Monday, February 29, 2016

Arizona Native American Caucus discusses taxation

STATE CAPITOL, PHOENIX – The Native American Caucus met yesterday for a presentation on the collection and distribution of transaction privilege tax, which is more commonly called sales tax, on Arizona’s Native American lands.

“I appreciate that so many people, including non-Native American legislators, attended our TPT presentation. Amending TPT collection and distribution has been a priority for the Native American caucus for years,” Rep. Sally Ann Gonzales, D-Tucson (District 3), said.

At the meeting, Elain Smith, representing the Arizona Department of Revenue’s Office of Economic Research and Analysis, gave the caucus an overview of Arizona’s TPT system. In fiscal year 2015, the state collected more than $46.3 million in TPT revenue from Arizona’s Native American nations. However, Native American nations received only about $2.6 million in the form of state funding for the Diné College and the Navajo Technical College.

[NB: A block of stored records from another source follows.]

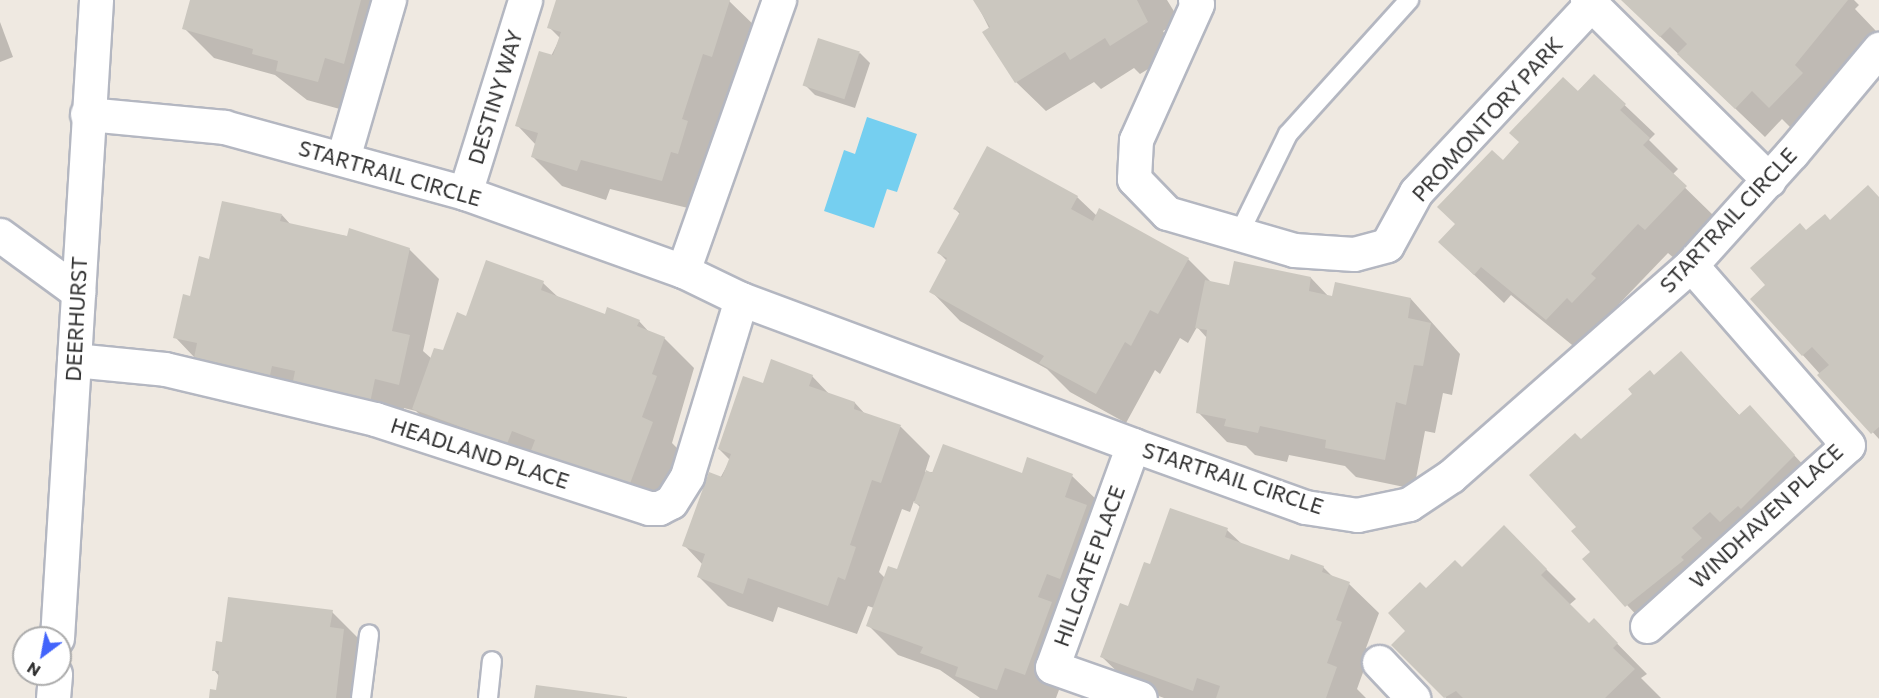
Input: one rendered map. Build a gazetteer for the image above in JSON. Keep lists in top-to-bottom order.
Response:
{
  "streets": {
    "street": [
      "DESTINY WAY",
      "PROMONTORY PARK",
      "STARTRAIL CIRCLE",
      "DEERHURST",
      "HEADLAND PLACE",
      "WINDHAVEN PLACE",
      "HILLGATE PLACE"
    ]
  },
  "crossings": [
    ["DESTINY WAY", "STARTRAIL CIRCLE"],
    ["PROMONTORY PARK", "STARTRAIL CIRCLE"],
    ["STARTRAIL CIRCLE", "DEERHURST"],
    ["STARTRAIL CIRCLE", "HEADLAND PLACE"],
    ["STARTRAIL CIRCLE", "WINDHAVEN PLACE"],
    ["STARTRAIL CIRCLE", "HILLGATE PLACE"],
    ["DEERHURST", "HEADLAND PLACE"]
  ],
  "north": "bottom left"
}
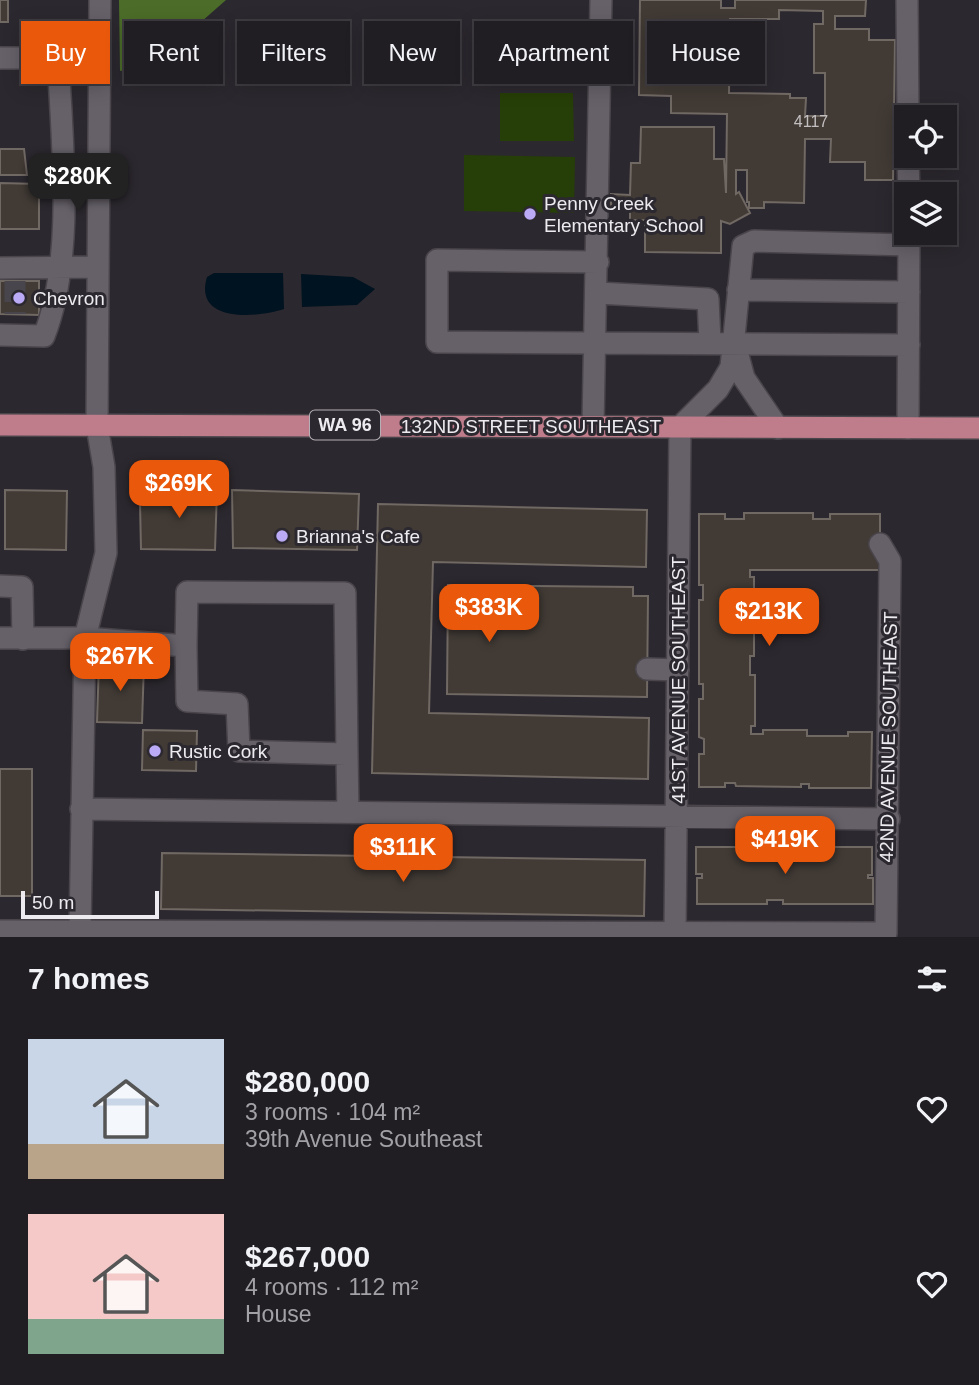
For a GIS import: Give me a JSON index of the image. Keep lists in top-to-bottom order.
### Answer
{
  "streets": {
    "main road": ["WA 96", "132ND STREET SOUTHEAST"],
    "street": ["41ST AVENUE SOUTHEAST", "42ND AVENUE SOUTHEAST"]
  },
  "crossings": [
    ["132ND STREET SOUTHEAST", "41ST AVENUE SOUTHEAST"],
    ["41ST AVENUE SOUTHEAST", "42ND AVENUE SOUTHEAST"]
  ],
  "places": [
    "Penny Creek Elementary School",
    "Chevron",
    "Brianna's Cafe",
    "Rustic Cork"
  ],
  "house_numbers": ["4117"],
  "scale_bar": "50 m",
  "page": {
    "chip": [
      "Buy",
      "Rent",
      "Filters",
      "New",
      "Apartment",
      "House"
    ],
    "price": [
      "$280K",
      "$269K",
      "$383K",
      "$213K",
      "$267K",
      "$419K",
      "$311K"
    ],
    "scale": "50 m",
    "heading": "7 homes",
    "list": [
      {
        "name": "$280,000",
        "note": "3 rooms · 104 m² · 39th Avenue Southeast"
      },
      {
        "name": "$267,000",
        "note": "4 rooms · 112 m² · House"
      }
    ]
  }
}
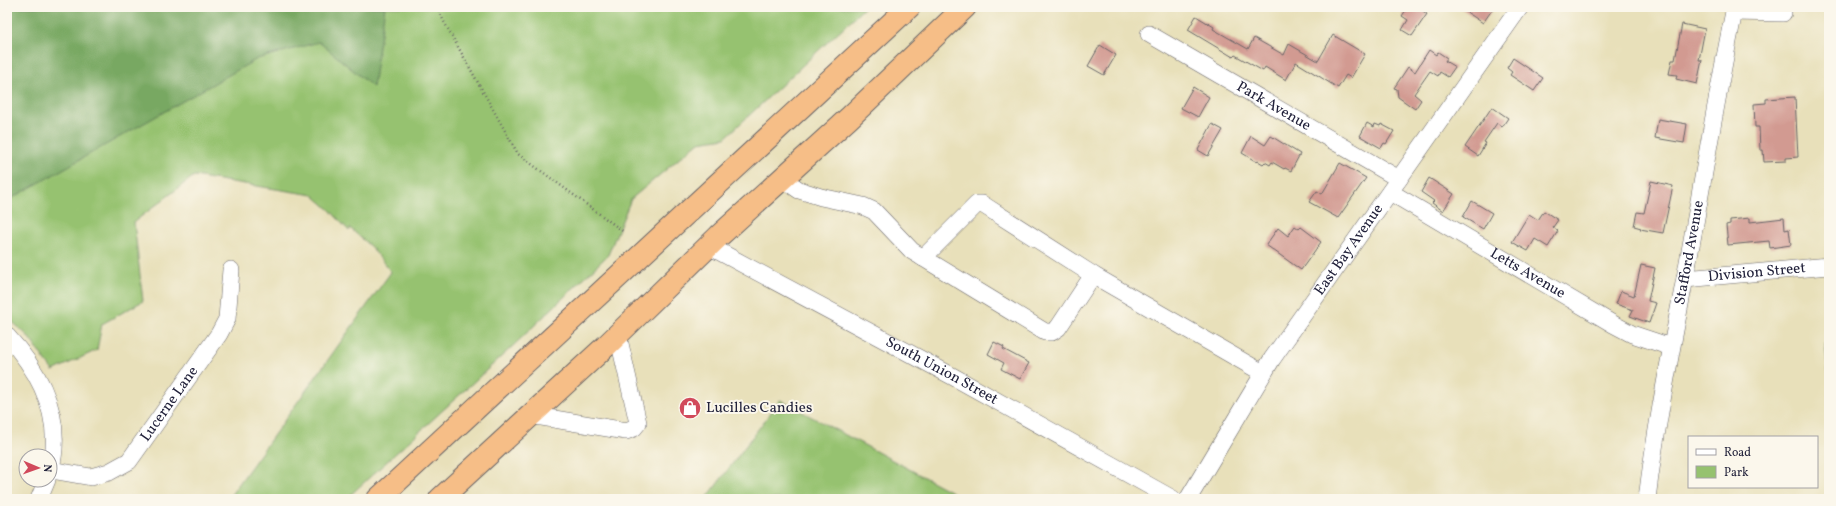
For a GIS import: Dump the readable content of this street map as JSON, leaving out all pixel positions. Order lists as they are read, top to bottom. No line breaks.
{"streets":{"street":["Park Avenue","East Bay Avenue","Stafford Avenue","Division Street","Letts Avenue","South Union Street","Lucerne Lane"]},"crossings":[["Park Avenue","East Bay Avenue"],["Park Avenue","Letts Avenue"],["East Bay Avenue","Letts Avenue"],["Stafford Avenue","Division Street"],["Stafford Avenue","Letts Avenue"]],"places":{"shop":["Lucilles Candies"]},"legend":["Road","Park"],"north":"right"}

“It is important to discuss this issue at the legislature because our current TPT collection and distribution system is racially biased and its inequity harms our Native American communities. Significant revenue is generated for the state on Indian land, but our reservations are left out of the distribution of that money,” Rep. Albert Hale, D-St. Michaels (District 7), said.

Rep. Gonzales agreed that the return to Native American nations is too low.

“Currently, Diné College and Navajo Technical College are the only Native American entities that receive TPT revenue. And the money they do receive is less than six percent of the TPT revenue collected on reservations. This system is totally unfair to Arizona’s Native American communities,” Rep. Gonzales said.

Rep. Jennifer D. Benally, D-Tuba City (District 7), reiterated the importance of the Native American Caucus meetings and said she hopes legislators and the public continue to attend.

“Arizonans need to know how much money is collected by the state from all of Arizona’s 22 Native American nations, and that the money going back to Indian nations does not reflect their contributions. This is not an issue just for members of the Native American Caucus, but for all state legislators and all Arizonans,” Rep. Benally said.